The show also reaches for some style points. For example, in once case when Professor X is using his powers the shot zooms in on his face and eventually down to one eye. The camera continues to push in tighter and tighter until the entire screen is filled with the black of the eye's pupil. This then focuses into the distant scene where Professor X is using his mental powers. It's a pretty impressive shot and shows the show's ambitions.
The show's X-Men roster was comprised of Professor X, Cyclopes, Wolverine, Storm, Nightcrawler, Dazzler, and Colossus. The exclusion of Jean Grey for Dazzler is a bit of an odd choice but it was probably made because Dazzler's powers are more action-oriented. Of course, Kitty Pryde is introduced in the episode. Some have complained that she is a sniveling wimp in the episode but I would say that that's the point. Had the show continued, I'm sure we would have seen Pryde grow and change. In this pilot, Kitty is new to the school and we learn about it as she does. Even by the end of this one episode she grows character development. She also adopts fan-favorite Lockheed by the end of the episode.
The show also hosts an impressive array of villains. Magneto leads a team of mutant terrorists including the Blob, Juggernaut, White Queen, Toad, and Pyro. Each villain is given the spotlight at different moments
In all cases, character designs, personalities, and powers are extremely faithful to the comic books. Nightcrawler even kept his characteristic black patches around his eyes.
Stan Lee does the narration - a seeming must for any Marvel cartoon.
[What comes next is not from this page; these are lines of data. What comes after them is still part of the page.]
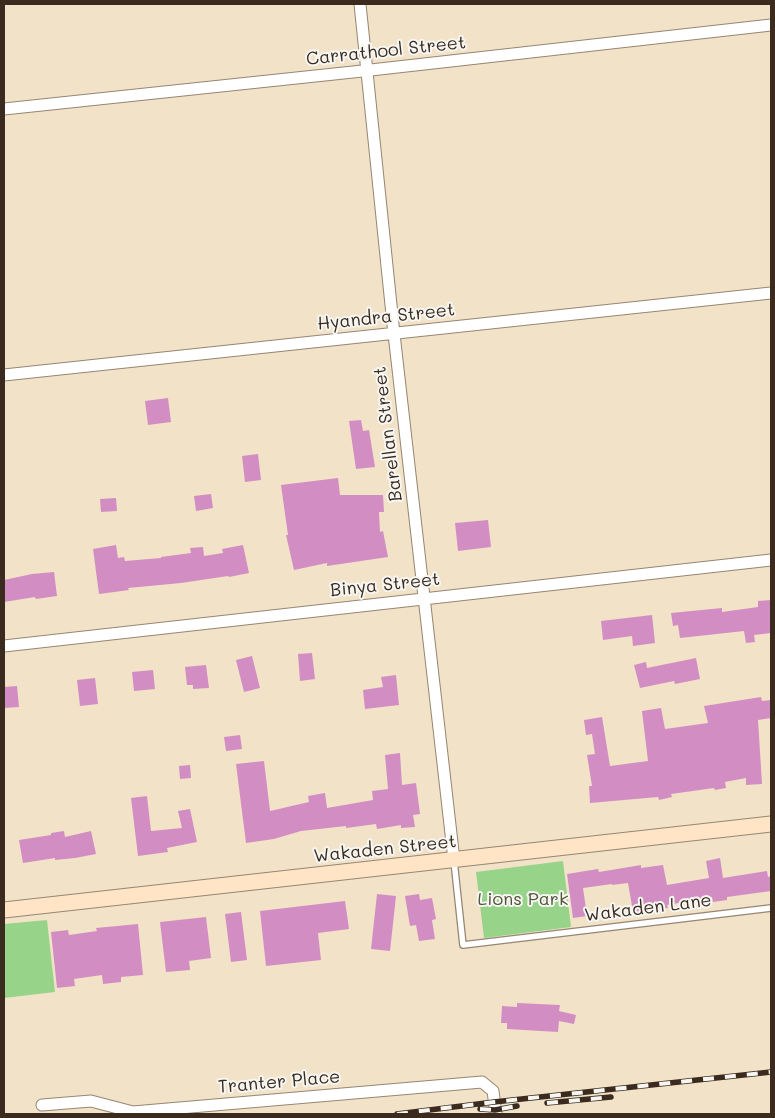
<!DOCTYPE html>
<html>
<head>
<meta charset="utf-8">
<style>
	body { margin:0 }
	#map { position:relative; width:775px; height:1118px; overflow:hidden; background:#f2e2c8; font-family:Mali,sans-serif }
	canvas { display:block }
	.frame { position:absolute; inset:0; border:5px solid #3b2a1e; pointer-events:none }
</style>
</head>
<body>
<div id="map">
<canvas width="775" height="1118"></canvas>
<div class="frame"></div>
</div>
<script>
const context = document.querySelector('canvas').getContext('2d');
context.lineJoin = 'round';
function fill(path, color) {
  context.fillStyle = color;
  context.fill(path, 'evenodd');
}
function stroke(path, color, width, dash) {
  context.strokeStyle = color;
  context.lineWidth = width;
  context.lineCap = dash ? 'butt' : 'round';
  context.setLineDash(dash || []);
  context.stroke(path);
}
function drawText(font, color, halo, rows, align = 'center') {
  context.font = font + ' Mali,sans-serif';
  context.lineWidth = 4;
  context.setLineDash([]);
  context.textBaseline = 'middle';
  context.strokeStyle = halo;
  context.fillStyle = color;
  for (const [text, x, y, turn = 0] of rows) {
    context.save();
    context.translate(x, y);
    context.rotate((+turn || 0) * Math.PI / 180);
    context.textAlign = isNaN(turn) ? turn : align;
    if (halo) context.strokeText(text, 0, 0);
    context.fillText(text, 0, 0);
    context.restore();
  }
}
fill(new Path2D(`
	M 563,861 L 571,927 L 484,938 L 476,872 Z
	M 47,920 L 55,992 L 4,998 L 4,924 Z`), '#97d489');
fill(new Path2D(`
	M 168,398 L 171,422 L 148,425 L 145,401 Z
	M 361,420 L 363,431 L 369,430 L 375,467 L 356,469 L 349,421 Z
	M 258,454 L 261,480 L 245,482 L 242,456 Z
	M 338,478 L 340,495 L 383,495 L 384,512 L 379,512 L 380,532 L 383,531 L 388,557 L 327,566 L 327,563 L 294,570 L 286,535 L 288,535 L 281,485 Z
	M 211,494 L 213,508 L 196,511 L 194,496 Z
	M 116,498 L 117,511 L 101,512 L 100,499 Z
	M 488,520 L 491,547 L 458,551 L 455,523 Z
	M 116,545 L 118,558 L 124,557 L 125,561 L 161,558 L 161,557 L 191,553 L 190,548 L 203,547 L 204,556 L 223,553 L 222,549 L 243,545 L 249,573 L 229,577 L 228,576 L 181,583 L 128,588 L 129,590 L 99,594 L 93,549 Z
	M 54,572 L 57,596 L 36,599 L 35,597 L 4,602 L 4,580 L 32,574 Z
	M 771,600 L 771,633 L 754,635 L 755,642 L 746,643 L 744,631 L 680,638 L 678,625 L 673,626 L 671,613 L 722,608 L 722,612 L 758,607 L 758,601 Z
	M 652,615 L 655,643 L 633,646 L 632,636 L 603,640 L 601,621 Z
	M 312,653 L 315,679 L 300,681 L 298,654 Z
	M 252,656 L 260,688 L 244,692 L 236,660 Z
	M 696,658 L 700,679 L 675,684 L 674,681 L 640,688 L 634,665 L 646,662 L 647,668 Z
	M 206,665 L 209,688 L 193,689 L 193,685 L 187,685 L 185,667 Z
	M 153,670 L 155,689 L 134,691 L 132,672 Z
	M 396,675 L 399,705 L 365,709 L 363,690 L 383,687 L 381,677 Z
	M 95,678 L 98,704 L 80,706 L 77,680 Z
	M 17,686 L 19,707 L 4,708 L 4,687 Z
	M 761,697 L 762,701 L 771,700 L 771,718 L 758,720 L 762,784 L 746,785 L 746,778 L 725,782 L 726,788 L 715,790 L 714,788 L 671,794 L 672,797 L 659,800 L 658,797 L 590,803 L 589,786 L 592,786 L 587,755 L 595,754 L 592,734 L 586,735 L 584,720 L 602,717 L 610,766 L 648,761 L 642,711 L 661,708 L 665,729 L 708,723 L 704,706 Z
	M 240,735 L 242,749 L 226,751 L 224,737 Z
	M 400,753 L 402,785 L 416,783 L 420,814 L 413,815 L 415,827 L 401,828 L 401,825 L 377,829 L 376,824 L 346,828 L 346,826 L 301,831 L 274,839 L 246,843 L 236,764 L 264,761 L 270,811 L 309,802 L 308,796 L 325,793 L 327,808 L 373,800 L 372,791 L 388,789 L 385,755 Z
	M 190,765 L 191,778 L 180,779 L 179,766 Z
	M 147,796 L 151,831 L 182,828 L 178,811 L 190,809 L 197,842 L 167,848 L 168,852 L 138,856 L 131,798 Z
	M 64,831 L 65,837 L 91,831 L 96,854 L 75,858 L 55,860 L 55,858 L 23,863 L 19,840 L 51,835 L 51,833 Z
	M 720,858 L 723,878 L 767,871 L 768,877 L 771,876 L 771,891 L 727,897 L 727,900 L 713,902 L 712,897 L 667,905 L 668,908 L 633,912 L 628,883 L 612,885 L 612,884 L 583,888 L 587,916 L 573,918 L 567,874 L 598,869 L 599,872 L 641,865 L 641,868 L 663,865 L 667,885 L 709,878 L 706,861 Z
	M 377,894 L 396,896 L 390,951 L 371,949 Z
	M 419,894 L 420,900 L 432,898 L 436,919 L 432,920 L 435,939 L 419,941 L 416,925 L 410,926 L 405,896 Z
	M 345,901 L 349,929 L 318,933 L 321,960 L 266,966 L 260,911 Z
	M 241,912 L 247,960 L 231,962 L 225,914 Z
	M 206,917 L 211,958 L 189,961 L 190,970 L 166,972 L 160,922 Z
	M 138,924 L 143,975 L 121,977 L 121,982 L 103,984 L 102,975 L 74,979 L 75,986 L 57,988 L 51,932 L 68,930 L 69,935 L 97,931 L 96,928 Z
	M 517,1003 L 560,1005 L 559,1011 L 576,1015 L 574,1024 L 559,1021 L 558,1032 L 507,1029 L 507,1023 L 501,1023 L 502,1006 L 517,1007 Z`), '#d28ec3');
const lane = new Path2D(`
	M 454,861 L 463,945 L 771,908`);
const street = new Path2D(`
	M 360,4 L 394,334 L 454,860
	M 4,109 L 353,72 L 771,25
	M 4,375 L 771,293
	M 4,646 L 771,560
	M 42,1105 L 91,1101 L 133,1112 L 482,1082 L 493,1091 L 496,1114`);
const secondary = new Path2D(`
	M 4,910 L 771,824`);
stroke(lane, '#968673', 8);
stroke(street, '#968673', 13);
stroke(secondary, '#968673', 17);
stroke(lane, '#fff', 5.5);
stroke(street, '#fff', 11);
stroke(secondary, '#ffe4c6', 15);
const rail = new Path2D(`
	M 547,1103 L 611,1097
	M 480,1109 L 495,1110 L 517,1106
	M 397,1114 L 494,1102 L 771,1072`);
stroke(rail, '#3b2a1e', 5.5);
stroke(rail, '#f6f6f2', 4, [11]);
drawText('18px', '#3b2a1e', '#f6f6f2', [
	["Carrathool Street",386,51,-6],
	["Hyandra Street",386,317,-6],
	["Barellan Street",388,434,-97],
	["Binya Street",385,585,-6],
	["Wakaden Street",385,849,-6],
	["Wakaden Lane",648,908,-7],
	["Tranter Place",279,1082,-5]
]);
drawText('18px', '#525439', '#f6f6f2', [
	["Lions Park",523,899]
]);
</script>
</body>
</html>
Now, the show isn't perfect, of course.
The BIG sticking point is the voice of Wolverine. The rest of the cast has great voice acting, including Storm, Nightcrawler, and Colossus with their heavy accents. But Wolverine has an Australian accent when everyone knows he's Canadian. The show's creators claim that the decision was made because, at the time, it was going to be revealed in the comics that Wolvie is an expatriated Australian but I don't buy it. It just sounds plain ridiculous and ruins almost every scene Wolverine is in.
Another big problem is that the story seems a little thin. At one point, the villains decide to take on the entire X-Men team one at a time. Why not take them on all at once, mutant team vs mutant team? It felt a little bit like an old Dungeons and Dragons game - open the door, kill the monster (repeat as needed). And the big, dramatic ending somehow had Nightcrawler using his body to complete a circuit but it really didn't make much sense at all... except that it was suppose to be "dramatic."
Overall, this first effort at an X-Men cartoon is a great start.
1LR REVIEW - 15 out of 20! It's a Hit!